**Task description**
After reading the entries below, copy word for word the lines from the first through the line containing "font-size:16px; color:#b4bcc9; font-weight:700", and stop there.

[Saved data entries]
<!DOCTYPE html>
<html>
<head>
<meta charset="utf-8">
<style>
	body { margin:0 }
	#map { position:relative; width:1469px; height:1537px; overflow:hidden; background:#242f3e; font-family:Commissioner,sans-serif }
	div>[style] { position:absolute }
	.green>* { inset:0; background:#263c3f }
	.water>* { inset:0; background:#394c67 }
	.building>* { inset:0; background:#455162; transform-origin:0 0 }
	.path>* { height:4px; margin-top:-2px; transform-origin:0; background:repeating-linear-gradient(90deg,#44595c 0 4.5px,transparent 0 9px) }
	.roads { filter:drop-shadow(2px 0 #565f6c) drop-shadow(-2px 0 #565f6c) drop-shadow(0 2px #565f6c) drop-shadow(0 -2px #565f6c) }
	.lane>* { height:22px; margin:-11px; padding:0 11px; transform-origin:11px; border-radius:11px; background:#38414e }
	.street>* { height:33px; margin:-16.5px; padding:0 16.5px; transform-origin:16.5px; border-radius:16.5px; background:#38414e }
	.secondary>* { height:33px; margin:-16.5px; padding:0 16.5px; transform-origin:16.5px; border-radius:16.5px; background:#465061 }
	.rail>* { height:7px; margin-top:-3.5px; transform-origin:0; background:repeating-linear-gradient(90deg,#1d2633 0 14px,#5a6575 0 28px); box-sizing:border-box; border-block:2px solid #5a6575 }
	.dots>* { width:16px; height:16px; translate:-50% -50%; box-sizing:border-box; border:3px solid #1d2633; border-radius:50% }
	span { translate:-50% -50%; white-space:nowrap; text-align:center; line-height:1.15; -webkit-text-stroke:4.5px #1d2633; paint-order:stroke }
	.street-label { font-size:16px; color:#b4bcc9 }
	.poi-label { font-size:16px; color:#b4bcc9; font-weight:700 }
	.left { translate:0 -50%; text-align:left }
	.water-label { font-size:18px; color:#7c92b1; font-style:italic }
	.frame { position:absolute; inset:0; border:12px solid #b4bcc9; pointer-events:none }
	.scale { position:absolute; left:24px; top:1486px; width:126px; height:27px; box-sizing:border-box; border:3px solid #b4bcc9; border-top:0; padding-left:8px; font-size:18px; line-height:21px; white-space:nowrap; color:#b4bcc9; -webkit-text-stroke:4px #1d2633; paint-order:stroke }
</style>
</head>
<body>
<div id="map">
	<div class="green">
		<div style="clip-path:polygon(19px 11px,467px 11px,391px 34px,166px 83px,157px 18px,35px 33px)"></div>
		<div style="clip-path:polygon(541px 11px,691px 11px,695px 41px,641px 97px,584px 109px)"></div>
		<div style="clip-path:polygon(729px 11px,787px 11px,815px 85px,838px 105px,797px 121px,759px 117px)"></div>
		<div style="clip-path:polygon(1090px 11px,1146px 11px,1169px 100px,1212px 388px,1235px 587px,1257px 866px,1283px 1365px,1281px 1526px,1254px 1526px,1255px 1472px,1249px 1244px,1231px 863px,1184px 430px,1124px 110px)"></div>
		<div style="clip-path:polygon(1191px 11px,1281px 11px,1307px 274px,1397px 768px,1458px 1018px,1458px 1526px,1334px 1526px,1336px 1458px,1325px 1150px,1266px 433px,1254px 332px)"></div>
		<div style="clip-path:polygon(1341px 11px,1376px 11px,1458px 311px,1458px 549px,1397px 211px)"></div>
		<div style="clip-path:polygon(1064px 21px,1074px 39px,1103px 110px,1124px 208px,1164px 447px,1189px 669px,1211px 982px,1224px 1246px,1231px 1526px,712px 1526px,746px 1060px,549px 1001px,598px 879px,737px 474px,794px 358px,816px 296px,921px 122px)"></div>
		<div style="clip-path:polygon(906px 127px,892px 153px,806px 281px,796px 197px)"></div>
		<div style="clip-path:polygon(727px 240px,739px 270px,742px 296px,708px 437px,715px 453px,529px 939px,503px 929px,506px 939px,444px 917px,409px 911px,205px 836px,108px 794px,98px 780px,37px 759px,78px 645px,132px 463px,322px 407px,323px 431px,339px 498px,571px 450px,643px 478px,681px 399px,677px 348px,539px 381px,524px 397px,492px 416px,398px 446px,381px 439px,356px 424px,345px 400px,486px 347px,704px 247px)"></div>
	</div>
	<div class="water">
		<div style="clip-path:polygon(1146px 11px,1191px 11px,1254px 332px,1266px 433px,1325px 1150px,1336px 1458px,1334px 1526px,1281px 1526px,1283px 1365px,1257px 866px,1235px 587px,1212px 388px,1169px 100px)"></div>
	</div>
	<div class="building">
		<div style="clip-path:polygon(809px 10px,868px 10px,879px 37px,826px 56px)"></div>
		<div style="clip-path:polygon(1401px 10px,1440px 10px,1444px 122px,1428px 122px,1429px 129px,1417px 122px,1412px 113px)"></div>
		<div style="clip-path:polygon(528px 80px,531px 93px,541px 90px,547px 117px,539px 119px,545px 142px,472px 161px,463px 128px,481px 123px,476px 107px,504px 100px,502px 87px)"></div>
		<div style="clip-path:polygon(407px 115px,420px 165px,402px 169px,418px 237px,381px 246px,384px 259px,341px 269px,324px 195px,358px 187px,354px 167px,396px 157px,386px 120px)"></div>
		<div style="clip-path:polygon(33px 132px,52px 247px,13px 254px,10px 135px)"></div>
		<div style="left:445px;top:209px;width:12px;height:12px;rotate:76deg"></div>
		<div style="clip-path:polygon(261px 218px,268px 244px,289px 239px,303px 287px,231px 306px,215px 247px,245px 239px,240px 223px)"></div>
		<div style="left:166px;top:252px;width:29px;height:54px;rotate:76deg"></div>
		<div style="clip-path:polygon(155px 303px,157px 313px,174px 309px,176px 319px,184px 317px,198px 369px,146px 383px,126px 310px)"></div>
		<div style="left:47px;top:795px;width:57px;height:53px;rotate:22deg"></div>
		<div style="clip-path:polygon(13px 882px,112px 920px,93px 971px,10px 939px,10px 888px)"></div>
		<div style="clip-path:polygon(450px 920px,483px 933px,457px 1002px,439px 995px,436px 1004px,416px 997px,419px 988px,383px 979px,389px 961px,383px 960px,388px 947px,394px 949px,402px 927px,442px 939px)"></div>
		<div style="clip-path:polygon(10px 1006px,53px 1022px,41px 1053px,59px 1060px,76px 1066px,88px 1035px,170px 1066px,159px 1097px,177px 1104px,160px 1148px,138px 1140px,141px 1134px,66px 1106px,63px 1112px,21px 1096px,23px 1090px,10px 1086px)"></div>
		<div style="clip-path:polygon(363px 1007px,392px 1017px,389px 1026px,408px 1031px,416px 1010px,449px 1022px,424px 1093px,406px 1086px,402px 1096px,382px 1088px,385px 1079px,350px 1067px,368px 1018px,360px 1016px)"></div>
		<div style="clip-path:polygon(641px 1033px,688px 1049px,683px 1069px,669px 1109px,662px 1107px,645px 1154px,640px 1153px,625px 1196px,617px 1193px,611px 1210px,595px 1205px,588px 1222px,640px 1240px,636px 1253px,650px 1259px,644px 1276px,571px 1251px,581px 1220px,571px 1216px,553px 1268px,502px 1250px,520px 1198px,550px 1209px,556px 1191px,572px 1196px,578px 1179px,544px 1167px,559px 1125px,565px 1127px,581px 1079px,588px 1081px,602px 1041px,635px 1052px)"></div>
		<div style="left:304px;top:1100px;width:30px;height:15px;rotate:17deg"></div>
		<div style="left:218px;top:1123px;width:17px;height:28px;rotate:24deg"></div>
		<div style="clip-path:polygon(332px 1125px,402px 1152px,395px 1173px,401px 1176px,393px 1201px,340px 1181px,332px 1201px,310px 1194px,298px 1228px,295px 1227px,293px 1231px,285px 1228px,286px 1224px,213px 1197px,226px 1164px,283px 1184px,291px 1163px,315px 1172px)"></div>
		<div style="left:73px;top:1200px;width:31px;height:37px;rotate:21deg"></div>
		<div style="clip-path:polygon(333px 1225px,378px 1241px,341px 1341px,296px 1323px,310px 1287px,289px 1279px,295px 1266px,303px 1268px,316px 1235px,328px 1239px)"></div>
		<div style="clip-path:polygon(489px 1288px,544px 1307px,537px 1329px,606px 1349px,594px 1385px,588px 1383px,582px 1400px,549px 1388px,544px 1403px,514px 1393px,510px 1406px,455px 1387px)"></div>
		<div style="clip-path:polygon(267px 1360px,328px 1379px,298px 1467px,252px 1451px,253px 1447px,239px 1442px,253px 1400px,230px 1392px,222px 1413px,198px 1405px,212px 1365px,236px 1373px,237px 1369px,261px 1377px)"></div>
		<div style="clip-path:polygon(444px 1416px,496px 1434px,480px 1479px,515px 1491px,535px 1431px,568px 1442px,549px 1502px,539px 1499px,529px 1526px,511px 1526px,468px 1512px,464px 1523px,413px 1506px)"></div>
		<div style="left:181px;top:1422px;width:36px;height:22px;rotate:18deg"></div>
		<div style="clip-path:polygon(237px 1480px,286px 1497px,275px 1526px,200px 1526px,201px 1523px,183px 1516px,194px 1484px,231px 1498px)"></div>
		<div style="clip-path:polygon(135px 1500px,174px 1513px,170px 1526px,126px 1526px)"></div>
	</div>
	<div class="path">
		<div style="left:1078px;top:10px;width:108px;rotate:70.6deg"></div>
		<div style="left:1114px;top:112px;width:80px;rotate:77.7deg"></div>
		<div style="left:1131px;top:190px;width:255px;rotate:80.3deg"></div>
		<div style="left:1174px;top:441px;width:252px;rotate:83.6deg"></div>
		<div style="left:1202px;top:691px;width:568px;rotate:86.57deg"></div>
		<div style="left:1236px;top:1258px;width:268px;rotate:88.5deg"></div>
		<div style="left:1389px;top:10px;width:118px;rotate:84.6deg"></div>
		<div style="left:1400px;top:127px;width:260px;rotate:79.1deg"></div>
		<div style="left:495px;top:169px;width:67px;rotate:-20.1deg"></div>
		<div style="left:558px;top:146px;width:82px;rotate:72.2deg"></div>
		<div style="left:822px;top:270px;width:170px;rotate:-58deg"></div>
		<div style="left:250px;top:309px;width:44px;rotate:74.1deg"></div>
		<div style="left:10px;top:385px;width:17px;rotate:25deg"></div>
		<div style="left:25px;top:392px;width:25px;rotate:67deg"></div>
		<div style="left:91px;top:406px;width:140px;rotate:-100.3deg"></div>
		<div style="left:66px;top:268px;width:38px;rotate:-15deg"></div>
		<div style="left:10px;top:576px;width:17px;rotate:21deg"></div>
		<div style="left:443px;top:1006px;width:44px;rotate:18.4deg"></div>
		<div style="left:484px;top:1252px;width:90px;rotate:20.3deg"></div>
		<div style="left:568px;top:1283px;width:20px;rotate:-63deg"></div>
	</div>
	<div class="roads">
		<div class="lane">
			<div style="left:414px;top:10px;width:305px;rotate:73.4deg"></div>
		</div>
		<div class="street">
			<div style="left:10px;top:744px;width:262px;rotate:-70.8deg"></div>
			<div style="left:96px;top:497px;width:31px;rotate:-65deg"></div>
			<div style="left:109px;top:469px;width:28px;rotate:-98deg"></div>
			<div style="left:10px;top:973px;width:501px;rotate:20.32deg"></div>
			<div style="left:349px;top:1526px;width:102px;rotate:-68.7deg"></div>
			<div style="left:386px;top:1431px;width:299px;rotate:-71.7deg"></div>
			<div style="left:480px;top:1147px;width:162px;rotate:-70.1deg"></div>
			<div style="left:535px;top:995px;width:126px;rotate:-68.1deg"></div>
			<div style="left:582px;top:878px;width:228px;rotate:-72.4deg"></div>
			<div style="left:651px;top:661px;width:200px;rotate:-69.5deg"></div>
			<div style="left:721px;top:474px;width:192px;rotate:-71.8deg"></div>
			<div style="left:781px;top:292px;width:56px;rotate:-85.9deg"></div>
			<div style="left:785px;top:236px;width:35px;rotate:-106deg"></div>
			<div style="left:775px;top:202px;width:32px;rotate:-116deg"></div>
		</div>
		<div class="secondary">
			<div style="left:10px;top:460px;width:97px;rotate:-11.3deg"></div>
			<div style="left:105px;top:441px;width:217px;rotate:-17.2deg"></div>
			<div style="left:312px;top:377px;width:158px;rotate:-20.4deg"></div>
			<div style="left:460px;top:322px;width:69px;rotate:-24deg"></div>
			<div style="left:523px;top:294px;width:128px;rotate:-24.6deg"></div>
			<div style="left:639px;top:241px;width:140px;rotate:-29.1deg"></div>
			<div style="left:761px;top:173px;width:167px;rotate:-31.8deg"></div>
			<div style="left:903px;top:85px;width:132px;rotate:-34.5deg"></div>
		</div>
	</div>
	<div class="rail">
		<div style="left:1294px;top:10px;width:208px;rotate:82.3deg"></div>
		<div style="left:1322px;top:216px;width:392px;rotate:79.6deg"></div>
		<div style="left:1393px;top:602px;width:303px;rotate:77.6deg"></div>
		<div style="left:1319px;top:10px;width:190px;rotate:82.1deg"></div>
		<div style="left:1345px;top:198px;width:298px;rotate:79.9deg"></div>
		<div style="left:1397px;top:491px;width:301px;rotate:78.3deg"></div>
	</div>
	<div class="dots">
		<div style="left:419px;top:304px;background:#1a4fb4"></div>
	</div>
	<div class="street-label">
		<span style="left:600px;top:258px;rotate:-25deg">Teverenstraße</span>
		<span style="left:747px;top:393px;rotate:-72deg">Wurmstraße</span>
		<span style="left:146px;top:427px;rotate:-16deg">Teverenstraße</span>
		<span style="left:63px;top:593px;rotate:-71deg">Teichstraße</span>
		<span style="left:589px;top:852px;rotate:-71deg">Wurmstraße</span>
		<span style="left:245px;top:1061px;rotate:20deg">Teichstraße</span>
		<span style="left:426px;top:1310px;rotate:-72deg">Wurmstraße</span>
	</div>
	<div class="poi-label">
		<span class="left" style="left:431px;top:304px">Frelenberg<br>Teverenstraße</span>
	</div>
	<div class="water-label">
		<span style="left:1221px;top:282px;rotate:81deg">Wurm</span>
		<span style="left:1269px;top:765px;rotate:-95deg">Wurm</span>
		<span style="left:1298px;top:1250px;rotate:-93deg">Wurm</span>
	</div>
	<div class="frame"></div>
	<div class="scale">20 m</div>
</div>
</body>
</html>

**Reply to the task**
<!DOCTYPE html>
<html>
<head>
<meta charset="utf-8">
<style>
	body { margin:0 }
	#map { position:relative; width:1469px; height:1537px; overflow:hidden; background:#242f3e; font-family:Commissioner,sans-serif }
	div>[style] { position:absolute }
	.green>* { inset:0; background:#263c3f }
	.water>* { inset:0; background:#394c67 }
	.building>* { inset:0; background:#455162; transform-origin:0 0 }
	.path>* { height:4px; margin-top:-2px; transform-origin:0; background:repeating-linear-gradient(90deg,#44595c 0 4.5px,transparent 0 9px) }
	.roads { filter:drop-shadow(2px 0 #565f6c) drop-shadow(-2px 0 #565f6c) drop-shadow(0 2px #565f6c) drop-shadow(0 -2px #565f6c) }
	.lane>* { height:22px; margin:-11px; padding:0 11px; transform-origin:11px; border-radius:11px; background:#38414e }
	.street>* { height:33px; margin:-16.5px; padding:0 16.5px; transform-origin:16.5px; border-radius:16.5px; background:#38414e }
	.secondary>* { height:33px; margin:-16.5px; padding:0 16.5px; transform-origin:16.5px; border-radius:16.5px; background:#465061 }
	.rail>* { height:7px; margin-top:-3.5px; transform-origin:0; background:repeating-linear-gradient(90deg,#1d2633 0 14px,#5a6575 0 28px); box-sizing:border-box; border-block:2px solid #5a6575 }
	.dots>* { width:16px; height:16px; translate:-50% -50%; box-sizing:border-box; border:3px solid #1d2633; border-radius:50% }
	span { translate:-50% -50%; white-space:nowrap; text-align:center; line-height:1.15; -webkit-text-stroke:4.5px #1d2633; paint-order:stroke }
	.street-label { font-size:16px; color:#b4bcc9 }
	.poi-label { font-size:16px; color:#b4bcc9; font-weight:700 }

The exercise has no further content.